The content update affected CrowdStrike’s Falcon monitoring software, which is designed to detect malware and other malicious behavior on endpoints like laptops, desktops, and servers. Falcon’s auto-update feature inadvertently rolled out buggy code, leading to widespread disruption. “Auto-update capability is standard in many software applications, and isn’t unique to CrowdStrike. It’s just that due to what CrowdStrike does, the fallout here is catastrophic,” Hyatt added.
Addressing the Fallout
Although CrowdStrike quickly identified and addressed the problem, restoring many systems within hours, the damage was not easily reversed for organizations with complex systems.
“We think it will take three to five days before things are fully resolved,” said Eric O’Neill, a former FBI counterterrorism operative and cybersecurity expert. He pointed out that the timing of the outage — a summer Friday — compounded the problem, with many offices empty and IT support scarce.
Lessons Learned: Incremental Updates and Better Safeguards
O’Neill emphasized the importance of incremental updates. “What CrowdStrike was doing was rolling out its updates to everyone at once. That is not the best idea. Send it to one group and test it. There are levels of quality control it should go through,” he said.
Peter Avery, Vice President of Security and Compliance at Visual Edge IT, echoed this sentiment, advocating for more rigorous testing in varied environments before widespread release. “You need the right checks and balances in companies. It could have been a single person that decided to push this update, or somebody picked the wrong file to execute on,” Avery said.
The IT industry terms this a single-point failure — an error in one part of a system causing a technical disaster across interconnected networks and industries.
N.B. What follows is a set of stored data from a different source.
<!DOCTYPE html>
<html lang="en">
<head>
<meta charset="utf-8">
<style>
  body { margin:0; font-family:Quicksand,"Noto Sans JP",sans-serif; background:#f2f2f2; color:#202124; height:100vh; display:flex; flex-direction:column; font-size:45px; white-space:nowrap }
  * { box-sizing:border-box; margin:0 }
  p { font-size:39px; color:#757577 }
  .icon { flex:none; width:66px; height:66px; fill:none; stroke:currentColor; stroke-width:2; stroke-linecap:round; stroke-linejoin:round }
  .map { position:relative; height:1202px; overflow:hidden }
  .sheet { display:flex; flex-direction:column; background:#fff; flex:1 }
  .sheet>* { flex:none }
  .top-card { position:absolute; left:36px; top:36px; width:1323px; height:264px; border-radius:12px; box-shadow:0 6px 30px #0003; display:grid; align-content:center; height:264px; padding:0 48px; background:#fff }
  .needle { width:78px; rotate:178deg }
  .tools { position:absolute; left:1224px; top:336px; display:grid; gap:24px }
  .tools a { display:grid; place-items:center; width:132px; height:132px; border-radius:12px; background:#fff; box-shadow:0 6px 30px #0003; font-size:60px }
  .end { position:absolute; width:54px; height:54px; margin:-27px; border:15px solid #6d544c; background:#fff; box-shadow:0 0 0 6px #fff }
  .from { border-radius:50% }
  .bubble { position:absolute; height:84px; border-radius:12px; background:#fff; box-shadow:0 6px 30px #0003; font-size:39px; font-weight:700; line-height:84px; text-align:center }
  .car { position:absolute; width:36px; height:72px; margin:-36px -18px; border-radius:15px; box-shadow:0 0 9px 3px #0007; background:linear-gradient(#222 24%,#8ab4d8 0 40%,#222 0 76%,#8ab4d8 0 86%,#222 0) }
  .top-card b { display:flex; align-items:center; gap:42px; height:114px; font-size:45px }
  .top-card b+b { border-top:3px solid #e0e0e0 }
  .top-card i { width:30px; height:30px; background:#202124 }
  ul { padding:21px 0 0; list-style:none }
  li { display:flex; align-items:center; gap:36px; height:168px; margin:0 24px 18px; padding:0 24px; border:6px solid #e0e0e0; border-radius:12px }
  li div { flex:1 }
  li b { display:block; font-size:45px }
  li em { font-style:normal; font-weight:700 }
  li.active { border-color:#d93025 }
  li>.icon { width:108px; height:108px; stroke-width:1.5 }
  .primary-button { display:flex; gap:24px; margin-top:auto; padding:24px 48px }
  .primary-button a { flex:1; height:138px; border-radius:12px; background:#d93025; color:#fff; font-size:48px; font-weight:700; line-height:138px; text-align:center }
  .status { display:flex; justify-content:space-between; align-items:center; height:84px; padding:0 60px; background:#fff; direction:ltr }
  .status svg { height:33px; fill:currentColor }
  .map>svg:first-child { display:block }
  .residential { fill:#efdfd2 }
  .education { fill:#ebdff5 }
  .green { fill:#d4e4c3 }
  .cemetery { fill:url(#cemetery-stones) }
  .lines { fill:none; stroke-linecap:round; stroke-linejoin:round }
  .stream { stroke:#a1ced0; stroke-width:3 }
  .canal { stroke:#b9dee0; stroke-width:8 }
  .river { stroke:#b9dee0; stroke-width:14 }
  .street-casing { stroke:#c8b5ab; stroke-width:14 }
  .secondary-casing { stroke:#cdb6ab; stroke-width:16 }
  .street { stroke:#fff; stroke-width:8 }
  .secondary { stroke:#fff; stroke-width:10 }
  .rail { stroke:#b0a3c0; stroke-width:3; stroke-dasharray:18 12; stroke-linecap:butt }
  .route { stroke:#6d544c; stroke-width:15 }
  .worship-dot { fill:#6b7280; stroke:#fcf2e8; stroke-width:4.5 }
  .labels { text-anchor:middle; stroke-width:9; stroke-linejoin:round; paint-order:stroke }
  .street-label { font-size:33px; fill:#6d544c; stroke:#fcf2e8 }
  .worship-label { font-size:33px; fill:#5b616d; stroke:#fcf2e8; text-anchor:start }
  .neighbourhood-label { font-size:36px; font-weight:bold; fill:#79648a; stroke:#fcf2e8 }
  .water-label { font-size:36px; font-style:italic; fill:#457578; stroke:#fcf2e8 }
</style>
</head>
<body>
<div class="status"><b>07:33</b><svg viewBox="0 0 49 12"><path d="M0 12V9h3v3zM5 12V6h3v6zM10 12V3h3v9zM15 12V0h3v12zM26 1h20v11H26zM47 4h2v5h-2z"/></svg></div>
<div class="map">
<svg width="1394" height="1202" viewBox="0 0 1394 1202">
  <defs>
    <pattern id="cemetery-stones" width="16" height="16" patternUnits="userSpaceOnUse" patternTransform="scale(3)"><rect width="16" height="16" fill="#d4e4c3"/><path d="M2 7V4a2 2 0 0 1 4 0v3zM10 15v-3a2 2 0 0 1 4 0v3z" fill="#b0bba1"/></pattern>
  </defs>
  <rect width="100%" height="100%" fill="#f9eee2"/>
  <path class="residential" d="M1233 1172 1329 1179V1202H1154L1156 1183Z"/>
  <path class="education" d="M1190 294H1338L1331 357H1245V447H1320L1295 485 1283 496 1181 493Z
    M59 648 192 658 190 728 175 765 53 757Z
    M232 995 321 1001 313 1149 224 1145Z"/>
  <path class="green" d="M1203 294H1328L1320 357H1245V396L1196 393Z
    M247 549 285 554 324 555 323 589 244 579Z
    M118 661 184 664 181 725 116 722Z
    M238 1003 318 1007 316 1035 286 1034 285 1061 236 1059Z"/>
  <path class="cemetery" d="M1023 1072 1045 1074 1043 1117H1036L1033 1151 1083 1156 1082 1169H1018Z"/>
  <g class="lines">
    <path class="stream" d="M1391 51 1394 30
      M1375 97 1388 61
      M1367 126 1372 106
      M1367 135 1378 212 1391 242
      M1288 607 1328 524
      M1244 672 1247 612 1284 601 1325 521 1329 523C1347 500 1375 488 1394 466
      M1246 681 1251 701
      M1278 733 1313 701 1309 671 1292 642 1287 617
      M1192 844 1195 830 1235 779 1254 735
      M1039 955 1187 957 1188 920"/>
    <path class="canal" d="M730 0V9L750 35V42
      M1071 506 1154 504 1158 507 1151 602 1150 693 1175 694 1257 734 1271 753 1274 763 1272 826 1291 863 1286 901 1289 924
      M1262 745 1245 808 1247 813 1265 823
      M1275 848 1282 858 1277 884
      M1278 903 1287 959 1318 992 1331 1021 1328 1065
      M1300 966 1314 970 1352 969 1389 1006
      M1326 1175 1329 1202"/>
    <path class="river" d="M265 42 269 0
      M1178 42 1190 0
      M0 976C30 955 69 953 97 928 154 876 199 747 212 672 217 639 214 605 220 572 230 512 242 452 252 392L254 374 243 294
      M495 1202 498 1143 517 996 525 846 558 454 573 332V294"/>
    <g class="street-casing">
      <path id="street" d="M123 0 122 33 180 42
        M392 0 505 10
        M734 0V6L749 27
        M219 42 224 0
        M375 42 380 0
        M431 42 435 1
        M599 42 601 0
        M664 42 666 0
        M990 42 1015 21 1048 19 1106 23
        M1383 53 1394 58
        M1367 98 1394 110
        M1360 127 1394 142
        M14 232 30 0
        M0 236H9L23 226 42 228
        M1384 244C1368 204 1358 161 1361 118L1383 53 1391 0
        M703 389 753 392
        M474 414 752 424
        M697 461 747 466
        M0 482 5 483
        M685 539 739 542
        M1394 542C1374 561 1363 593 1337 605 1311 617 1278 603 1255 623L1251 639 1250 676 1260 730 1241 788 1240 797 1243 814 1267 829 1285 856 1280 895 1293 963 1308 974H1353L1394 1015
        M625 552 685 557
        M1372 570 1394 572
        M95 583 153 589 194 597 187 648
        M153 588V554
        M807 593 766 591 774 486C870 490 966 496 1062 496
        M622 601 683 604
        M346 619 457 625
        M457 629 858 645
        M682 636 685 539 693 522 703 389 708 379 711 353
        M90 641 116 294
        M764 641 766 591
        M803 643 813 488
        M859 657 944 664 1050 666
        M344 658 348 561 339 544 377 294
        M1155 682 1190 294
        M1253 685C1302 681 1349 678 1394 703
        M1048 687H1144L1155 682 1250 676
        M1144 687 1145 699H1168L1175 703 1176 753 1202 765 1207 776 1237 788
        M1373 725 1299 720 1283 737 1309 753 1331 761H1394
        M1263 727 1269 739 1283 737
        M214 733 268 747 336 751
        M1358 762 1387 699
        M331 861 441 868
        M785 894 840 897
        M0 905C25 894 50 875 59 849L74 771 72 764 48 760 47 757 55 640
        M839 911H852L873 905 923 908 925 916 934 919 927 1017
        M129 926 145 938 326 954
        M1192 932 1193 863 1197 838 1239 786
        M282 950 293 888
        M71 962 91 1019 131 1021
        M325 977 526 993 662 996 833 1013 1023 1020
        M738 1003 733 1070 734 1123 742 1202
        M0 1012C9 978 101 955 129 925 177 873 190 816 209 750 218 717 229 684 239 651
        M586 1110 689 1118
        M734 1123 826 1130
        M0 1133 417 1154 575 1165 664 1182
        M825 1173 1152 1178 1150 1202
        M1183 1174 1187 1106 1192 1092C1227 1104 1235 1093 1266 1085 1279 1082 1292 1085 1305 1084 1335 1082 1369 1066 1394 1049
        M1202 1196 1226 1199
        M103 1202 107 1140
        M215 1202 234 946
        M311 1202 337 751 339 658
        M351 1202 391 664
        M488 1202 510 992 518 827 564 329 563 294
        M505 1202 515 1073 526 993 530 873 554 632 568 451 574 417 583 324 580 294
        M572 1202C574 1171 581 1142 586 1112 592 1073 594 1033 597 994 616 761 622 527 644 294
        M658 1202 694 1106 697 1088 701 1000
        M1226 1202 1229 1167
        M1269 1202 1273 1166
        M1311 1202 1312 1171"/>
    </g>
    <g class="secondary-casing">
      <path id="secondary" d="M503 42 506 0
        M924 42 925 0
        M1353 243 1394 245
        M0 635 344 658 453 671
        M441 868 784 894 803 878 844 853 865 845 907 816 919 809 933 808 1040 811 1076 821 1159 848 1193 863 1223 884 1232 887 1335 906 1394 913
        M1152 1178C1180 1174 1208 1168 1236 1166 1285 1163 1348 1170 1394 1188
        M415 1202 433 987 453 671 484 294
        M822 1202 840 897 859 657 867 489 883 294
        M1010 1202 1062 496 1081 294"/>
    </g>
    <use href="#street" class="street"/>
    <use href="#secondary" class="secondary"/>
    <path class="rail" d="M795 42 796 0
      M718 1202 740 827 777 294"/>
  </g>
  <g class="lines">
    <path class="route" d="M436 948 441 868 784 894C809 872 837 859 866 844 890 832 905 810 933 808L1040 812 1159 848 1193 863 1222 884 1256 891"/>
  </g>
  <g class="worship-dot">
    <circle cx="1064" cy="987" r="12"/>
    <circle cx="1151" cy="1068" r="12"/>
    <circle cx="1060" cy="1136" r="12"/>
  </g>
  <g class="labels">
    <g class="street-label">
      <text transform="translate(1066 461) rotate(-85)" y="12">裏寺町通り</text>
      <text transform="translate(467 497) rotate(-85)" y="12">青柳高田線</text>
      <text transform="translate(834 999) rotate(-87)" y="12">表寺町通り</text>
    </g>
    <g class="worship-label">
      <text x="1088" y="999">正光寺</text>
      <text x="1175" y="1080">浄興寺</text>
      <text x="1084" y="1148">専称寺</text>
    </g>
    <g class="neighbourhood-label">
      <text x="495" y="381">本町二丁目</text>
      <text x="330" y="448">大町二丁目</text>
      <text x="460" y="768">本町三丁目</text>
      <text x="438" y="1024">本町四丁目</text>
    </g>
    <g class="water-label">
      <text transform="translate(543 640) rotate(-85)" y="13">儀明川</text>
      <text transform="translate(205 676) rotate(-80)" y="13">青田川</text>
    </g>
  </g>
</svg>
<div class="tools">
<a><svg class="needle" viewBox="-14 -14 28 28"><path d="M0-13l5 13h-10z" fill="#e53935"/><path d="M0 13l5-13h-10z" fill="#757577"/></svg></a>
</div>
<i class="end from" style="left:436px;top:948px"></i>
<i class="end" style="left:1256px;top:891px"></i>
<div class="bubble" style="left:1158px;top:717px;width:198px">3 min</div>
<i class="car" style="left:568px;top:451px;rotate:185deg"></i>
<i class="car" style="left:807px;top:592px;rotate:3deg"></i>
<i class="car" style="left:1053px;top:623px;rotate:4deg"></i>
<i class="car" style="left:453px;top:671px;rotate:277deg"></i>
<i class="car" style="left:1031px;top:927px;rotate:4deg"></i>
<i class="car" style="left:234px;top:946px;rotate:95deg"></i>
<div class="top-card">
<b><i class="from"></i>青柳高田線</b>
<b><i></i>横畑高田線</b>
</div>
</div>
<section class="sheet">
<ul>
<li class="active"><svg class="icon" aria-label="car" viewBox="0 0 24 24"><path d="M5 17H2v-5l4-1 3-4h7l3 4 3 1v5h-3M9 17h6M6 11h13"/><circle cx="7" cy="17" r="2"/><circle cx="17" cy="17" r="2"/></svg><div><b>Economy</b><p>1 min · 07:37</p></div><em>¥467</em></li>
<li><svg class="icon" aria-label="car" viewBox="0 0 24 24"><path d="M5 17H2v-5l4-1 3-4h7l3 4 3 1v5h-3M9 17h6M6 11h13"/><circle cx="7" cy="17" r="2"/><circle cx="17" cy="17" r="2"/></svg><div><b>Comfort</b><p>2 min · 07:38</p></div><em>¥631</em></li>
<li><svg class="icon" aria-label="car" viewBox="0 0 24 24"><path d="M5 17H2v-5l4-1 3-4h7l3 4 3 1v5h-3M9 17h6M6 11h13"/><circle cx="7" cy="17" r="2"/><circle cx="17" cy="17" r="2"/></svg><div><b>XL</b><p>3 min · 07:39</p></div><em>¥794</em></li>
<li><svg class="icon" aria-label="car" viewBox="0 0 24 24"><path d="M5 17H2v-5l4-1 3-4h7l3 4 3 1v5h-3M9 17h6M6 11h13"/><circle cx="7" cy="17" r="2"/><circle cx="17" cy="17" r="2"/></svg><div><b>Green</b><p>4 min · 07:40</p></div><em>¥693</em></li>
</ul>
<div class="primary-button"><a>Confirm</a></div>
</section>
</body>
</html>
Building Resilient IT Systems
The event has prompted calls for heightened cyber preparedness among companies and individuals. “The bigger picture is how fragile the world is; it’s not just a cyber or technical issue. There are many phenomena, like solar flares, that can cause an outage,” Avery said.
Javad Abed, an assistant professor of information systems at Johns Hopkins Carey Business School, emphasized the need for businesses to build redundancy into their systems. “A single point of failure shouldn’t be able to stop a business, and that is what happened. You can’t rely on only one cybersecurity tool,” Abed said. While building redundancy is costly, the alternative — as evidenced by the recent outage — is more expensive.
“I hope this is a wake-up call, and I hope it causes some changes in the mindsets of business owners and organizations to revise their cybersecurity strategies,” Abed added.
Kernel-Level Code and Systemic Challenges
Nicholas Reese, a former Department of Homeland Security official and instructor at New York University’s SPS Center for Global Affairs, highlighted the systemic issues within enterprise IT. Often, cybersecurity, data security, and tech supply chains are viewed as “nice-to-have” rather than essential.
On a micro level, the disruptive code was kernel-level, affecting every aspect of computer hardware and software communication. “Kernel-level code should get the highest level of scrutiny,” Reese said, advocating for separate approval and implementation processes with strict accountability.
The broader challenge lies in managing third-party vendor products, all with potential vulnerabilities. “How do we look across the ecosystem of third-party vendors and see where the next vulnerability will be? It is almost impossible, but we have to try,” Reese said. He stressed the importance of backup and redundancy, acknowledging the difficulty businesses face in justifying the cost of preparing for hypothetical scenarios.
The CrowdStrike incident underscores the critical need for robust risk management and contingency planning. As the industry moves forward, balancing regulation with market-driven solutions will be key to enhancing the security and resilience of global IT infrastructures.